For the UUT we can specify a more detailed model, as presented by Carobbi et al.:

$$Y^{*} = (1+\alpha)Xcos(\phi+\phi_{c})+\epsilon,$$

where $\alpha$ is the gain error, $\phi_{c}$ the phase error, and $\epsilon$ the bias error. As mentioned above, though, when we do the regression, we only have access to $X^{*}$. What we see when we measure with the UUT is

$$Y^{*} = (1+\alpha)X^{*}cos(\phi+\phi_{c})+\epsilon.$$

Our question, then, is: can we identify $\alpha, \phi_{c},\text{ and } \epsilon$?
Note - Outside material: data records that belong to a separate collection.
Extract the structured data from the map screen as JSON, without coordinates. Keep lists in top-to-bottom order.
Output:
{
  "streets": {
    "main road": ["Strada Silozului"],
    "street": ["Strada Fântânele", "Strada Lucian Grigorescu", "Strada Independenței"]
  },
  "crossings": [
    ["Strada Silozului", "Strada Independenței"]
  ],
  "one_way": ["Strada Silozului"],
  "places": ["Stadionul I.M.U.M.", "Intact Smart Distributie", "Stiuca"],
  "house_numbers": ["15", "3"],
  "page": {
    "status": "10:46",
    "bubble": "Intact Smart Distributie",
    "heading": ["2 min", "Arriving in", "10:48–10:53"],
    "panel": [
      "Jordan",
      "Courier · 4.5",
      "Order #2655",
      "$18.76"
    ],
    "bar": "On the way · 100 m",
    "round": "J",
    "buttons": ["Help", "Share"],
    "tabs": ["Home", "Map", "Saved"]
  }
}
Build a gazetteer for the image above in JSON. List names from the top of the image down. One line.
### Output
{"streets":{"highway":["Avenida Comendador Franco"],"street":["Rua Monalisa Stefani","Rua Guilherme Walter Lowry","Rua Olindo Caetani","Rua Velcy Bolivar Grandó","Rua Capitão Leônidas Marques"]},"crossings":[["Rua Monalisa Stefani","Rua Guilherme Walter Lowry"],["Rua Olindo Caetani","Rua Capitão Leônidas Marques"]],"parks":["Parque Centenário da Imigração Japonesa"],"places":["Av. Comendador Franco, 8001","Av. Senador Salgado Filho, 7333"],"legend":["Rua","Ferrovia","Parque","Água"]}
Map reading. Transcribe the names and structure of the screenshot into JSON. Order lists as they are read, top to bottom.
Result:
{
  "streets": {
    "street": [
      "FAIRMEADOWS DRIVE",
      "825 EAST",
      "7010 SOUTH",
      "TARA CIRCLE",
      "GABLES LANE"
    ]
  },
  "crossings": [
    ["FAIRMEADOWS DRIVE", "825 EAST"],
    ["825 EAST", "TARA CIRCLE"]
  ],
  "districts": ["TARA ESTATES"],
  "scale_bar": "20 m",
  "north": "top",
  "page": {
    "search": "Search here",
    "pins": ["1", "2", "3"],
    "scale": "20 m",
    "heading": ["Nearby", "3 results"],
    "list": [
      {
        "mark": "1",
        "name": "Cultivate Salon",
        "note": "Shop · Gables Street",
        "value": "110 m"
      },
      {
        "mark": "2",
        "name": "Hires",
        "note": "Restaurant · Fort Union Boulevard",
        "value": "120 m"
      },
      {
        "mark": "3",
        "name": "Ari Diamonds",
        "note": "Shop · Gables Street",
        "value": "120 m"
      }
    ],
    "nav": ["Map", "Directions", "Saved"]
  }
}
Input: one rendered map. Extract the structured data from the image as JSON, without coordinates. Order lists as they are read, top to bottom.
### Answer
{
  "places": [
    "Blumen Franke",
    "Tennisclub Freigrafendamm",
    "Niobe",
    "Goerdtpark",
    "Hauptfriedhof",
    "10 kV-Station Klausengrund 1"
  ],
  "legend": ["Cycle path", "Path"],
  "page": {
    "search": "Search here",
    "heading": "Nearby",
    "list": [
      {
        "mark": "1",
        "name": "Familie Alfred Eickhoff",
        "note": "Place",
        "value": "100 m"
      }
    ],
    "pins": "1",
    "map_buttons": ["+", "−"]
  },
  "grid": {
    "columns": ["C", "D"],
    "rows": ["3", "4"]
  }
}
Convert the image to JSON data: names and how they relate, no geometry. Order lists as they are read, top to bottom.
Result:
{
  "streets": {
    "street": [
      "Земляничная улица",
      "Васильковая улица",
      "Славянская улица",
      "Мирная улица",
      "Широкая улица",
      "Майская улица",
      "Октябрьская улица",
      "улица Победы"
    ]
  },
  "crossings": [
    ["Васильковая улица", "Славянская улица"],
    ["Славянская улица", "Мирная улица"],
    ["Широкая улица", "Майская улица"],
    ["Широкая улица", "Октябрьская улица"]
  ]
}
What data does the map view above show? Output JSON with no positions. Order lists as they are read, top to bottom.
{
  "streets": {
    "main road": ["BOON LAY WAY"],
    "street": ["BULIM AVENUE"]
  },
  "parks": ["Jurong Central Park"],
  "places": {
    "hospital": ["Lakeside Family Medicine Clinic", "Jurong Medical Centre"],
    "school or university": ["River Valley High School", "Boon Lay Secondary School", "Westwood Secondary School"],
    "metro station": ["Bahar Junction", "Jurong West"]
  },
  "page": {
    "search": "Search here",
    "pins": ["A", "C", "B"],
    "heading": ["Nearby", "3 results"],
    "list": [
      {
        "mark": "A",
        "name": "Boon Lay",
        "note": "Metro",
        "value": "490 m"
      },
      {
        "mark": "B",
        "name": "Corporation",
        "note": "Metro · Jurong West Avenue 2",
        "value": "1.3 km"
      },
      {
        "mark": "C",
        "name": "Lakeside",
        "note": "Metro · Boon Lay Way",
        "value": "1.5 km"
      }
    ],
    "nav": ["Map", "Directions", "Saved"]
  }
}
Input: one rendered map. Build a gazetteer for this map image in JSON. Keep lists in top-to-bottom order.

Small digression: Multiplicative errors and frequentist analysis: It is worth noting at this point that the error in the calibrator is multiplicative, not additive. This means that the data are heteroscedastic: the variance around each data point is a function of its value: the larger the value, the larger the variance. In frequentist regression analysis, this is where the wheels come off. We need the variance on the data to be the same for all data points for the maths to work. In order keep using standard frequentist regression techniques, you have to regress against $logX^{*}$ (So that you get $logX^{*} = logX + log\epsilon$ and are back in additive mode), and then work with lognormal distributions, etc. It can be done for some cases, but it is by no means pretty. It also becomes difficult with non-linear terms such as the $cos(\phi + \phi_{c})$ that we have. A far more elegant solution, to my mind, is using a Bayesian statistical model, as will be demonstrated below.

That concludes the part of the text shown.